(Collected data entries)

Content starts

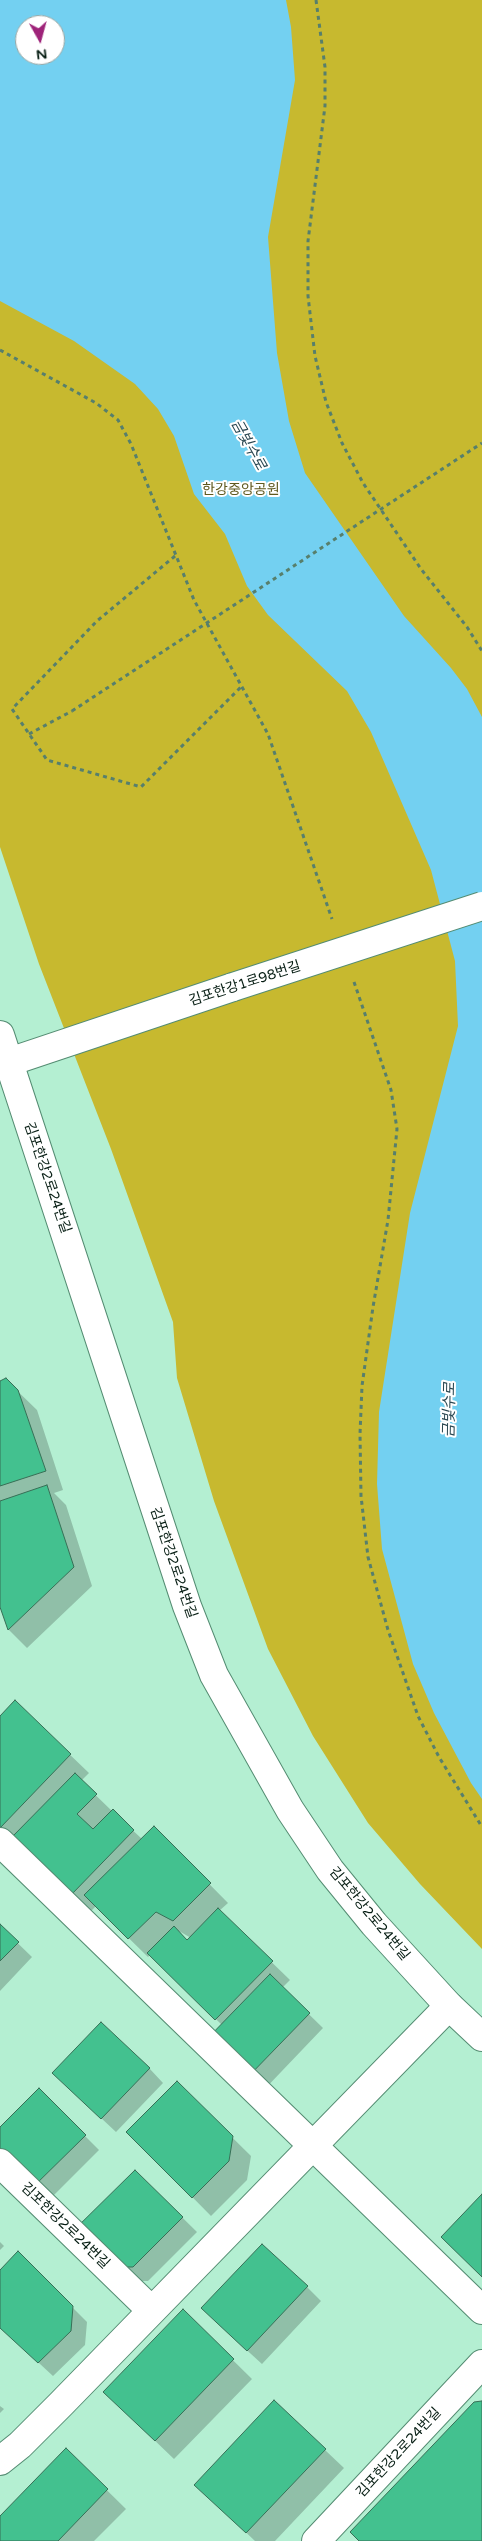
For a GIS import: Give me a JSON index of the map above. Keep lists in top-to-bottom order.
{
  "streets": {
    "street": ["김포한강1로98번길", "김포한강2로24번길"]
  },
  "crossings": [
    ["김포한강1로98번길", "김포한강2로24번길"]
  ],
  "water": ["금빛수로"],
  "parks": ["한강중앙공원"],
  "north": "bottom"
}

Content ends

→ **Work instruction**:
Set the data above down again exactly as given, with no pictures.

→ **Solution for this task**:
For a GIS import: Give me a JSON index of the map above. Keep lists in top-to-bottom order.
{
  "streets": {
    "street": ["김포한강1로98번길", "김포한강2로24번길"]
  },
  "crossings": [
    ["김포한강1로98번길", "김포한강2로24번길"]
  ],
  "water": ["금빛수로"],
  "parks": ["한강중앙공원"],
  "north": "bottom"
}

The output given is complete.